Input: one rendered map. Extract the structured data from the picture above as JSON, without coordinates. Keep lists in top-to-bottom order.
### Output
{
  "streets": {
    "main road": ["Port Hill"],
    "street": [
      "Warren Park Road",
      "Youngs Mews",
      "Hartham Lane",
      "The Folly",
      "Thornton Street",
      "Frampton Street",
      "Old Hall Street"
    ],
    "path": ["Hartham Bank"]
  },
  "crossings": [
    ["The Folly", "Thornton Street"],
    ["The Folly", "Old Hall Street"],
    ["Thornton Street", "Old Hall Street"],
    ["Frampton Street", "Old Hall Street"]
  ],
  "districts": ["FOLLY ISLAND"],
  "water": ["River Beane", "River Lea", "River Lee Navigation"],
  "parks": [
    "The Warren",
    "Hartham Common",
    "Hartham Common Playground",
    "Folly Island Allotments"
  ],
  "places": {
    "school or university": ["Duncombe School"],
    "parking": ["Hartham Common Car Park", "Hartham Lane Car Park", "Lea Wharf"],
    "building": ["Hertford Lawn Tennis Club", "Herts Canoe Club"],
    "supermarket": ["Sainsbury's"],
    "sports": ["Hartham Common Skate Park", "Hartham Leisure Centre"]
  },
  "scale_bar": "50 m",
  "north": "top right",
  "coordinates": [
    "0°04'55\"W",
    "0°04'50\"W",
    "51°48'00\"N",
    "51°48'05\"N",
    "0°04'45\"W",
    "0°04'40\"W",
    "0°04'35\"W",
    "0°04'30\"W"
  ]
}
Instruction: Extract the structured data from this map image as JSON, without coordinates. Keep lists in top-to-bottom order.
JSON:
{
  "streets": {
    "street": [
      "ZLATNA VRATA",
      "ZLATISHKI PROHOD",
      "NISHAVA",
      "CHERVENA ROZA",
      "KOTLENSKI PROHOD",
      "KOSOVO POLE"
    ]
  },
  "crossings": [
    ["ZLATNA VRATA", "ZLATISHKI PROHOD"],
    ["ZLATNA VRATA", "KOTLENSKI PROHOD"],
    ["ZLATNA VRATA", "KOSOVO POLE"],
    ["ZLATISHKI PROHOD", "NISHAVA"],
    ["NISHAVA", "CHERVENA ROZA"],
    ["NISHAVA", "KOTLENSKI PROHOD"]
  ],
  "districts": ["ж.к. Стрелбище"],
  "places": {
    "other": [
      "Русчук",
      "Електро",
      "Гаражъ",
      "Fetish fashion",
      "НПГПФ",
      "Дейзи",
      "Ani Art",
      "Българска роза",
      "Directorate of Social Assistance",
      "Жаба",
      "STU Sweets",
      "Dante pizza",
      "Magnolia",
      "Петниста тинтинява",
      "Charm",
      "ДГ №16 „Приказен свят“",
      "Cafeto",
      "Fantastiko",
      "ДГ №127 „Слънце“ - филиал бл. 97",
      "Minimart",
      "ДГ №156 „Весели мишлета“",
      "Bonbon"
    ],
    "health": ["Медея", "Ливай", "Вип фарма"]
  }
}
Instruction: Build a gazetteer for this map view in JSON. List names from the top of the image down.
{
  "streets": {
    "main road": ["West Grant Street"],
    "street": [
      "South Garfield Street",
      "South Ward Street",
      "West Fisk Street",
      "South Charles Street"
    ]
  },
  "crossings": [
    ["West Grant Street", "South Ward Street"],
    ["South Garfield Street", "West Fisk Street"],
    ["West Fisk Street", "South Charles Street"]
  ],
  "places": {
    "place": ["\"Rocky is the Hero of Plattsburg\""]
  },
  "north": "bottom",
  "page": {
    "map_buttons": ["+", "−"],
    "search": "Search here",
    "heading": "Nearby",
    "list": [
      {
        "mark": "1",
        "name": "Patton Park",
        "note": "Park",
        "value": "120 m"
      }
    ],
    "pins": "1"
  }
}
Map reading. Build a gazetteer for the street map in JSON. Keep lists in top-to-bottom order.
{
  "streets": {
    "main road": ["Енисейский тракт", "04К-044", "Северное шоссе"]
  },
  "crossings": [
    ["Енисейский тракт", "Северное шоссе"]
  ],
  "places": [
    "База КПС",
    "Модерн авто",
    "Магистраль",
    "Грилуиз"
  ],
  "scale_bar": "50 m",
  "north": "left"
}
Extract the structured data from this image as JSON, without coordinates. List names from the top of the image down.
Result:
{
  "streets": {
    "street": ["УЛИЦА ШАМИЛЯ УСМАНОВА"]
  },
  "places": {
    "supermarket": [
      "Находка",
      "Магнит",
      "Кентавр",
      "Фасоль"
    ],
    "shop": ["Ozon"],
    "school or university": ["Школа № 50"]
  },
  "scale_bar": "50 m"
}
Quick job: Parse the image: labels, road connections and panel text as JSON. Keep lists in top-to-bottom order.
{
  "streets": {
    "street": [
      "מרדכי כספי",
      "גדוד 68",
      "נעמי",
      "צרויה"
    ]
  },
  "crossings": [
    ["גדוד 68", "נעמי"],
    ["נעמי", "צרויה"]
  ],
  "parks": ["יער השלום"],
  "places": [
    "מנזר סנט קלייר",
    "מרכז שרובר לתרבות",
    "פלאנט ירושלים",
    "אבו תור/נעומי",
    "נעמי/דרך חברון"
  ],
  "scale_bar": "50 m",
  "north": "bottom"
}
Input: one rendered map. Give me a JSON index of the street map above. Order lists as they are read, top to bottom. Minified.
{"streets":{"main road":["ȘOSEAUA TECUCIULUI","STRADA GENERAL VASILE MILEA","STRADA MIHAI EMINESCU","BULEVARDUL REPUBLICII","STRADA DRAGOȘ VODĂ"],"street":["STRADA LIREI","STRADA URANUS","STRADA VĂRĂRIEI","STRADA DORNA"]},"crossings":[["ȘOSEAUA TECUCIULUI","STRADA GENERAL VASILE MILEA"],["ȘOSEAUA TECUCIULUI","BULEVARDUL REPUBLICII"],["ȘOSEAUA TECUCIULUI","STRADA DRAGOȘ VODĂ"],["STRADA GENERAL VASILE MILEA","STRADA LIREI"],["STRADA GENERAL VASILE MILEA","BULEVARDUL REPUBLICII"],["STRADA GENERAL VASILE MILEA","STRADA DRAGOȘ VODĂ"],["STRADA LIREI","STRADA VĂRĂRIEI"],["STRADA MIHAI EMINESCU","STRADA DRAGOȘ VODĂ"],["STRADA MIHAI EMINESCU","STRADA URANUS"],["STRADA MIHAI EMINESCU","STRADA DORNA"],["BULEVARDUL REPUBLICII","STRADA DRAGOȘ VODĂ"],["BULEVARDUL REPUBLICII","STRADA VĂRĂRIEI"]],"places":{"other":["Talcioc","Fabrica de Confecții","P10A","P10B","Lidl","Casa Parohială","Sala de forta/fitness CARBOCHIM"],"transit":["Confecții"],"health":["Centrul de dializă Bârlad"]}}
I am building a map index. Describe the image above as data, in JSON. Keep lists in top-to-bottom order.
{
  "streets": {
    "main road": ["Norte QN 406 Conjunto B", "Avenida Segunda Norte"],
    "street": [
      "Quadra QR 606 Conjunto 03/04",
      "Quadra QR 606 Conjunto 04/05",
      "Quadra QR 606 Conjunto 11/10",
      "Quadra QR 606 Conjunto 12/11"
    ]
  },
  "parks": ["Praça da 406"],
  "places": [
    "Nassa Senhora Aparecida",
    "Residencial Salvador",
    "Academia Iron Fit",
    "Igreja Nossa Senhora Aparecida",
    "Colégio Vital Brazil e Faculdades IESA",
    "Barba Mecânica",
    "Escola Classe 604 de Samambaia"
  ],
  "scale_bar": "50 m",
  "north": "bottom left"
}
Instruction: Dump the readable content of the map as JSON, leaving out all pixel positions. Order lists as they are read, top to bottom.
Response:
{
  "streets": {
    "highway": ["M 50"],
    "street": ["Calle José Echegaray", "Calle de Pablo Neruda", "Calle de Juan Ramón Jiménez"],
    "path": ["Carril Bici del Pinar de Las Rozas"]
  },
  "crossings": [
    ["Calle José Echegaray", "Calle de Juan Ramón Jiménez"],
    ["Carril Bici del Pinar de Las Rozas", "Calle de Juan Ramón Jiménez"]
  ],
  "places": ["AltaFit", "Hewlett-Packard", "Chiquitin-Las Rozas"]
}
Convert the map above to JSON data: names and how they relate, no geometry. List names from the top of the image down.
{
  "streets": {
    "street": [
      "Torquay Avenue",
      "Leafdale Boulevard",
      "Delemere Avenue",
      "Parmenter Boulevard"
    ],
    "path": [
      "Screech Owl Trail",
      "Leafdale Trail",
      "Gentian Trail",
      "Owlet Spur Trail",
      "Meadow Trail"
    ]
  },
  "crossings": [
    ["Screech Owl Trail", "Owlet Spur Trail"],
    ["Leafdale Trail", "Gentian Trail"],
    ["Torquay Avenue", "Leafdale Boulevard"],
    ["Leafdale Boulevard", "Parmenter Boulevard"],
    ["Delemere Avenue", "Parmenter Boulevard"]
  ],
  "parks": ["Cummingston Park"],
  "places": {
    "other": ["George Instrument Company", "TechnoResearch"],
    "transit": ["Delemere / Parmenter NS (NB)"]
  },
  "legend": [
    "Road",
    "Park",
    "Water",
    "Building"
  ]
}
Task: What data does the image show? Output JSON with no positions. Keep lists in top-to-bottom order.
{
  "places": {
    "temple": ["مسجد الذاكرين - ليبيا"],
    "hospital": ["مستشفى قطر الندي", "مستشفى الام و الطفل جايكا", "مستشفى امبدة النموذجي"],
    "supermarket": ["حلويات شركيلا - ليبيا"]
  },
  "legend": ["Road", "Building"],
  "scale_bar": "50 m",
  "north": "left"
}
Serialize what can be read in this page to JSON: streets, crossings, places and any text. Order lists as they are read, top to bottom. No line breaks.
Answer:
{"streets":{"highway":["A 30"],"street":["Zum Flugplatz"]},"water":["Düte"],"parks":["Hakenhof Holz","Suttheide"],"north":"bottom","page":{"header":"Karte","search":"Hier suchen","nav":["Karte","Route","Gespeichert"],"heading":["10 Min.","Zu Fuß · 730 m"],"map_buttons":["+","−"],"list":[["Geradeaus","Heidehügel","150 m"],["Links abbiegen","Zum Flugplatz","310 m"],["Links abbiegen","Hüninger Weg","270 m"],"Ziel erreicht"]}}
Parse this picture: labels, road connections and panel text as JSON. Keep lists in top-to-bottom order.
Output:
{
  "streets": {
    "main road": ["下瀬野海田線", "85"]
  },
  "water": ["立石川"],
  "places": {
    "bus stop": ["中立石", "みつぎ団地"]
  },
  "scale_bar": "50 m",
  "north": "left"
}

§

— YOUR INSTRUCTIONS —
Lines from the entries that contain the word "without" are what the answer must hold.

— EXERCISE OUTPUT —
Input: one rendered map. Extract the structured data from the picture above as JSON, without coordinates. Keep lists in top-to-bottom order.
Instruction: Extract the structured data from this map image as JSON, without coordinates. Keep lists in top-to-bottom order.
Extract the structured data from this image as JSON, without coordinates. List names from the top of the image down.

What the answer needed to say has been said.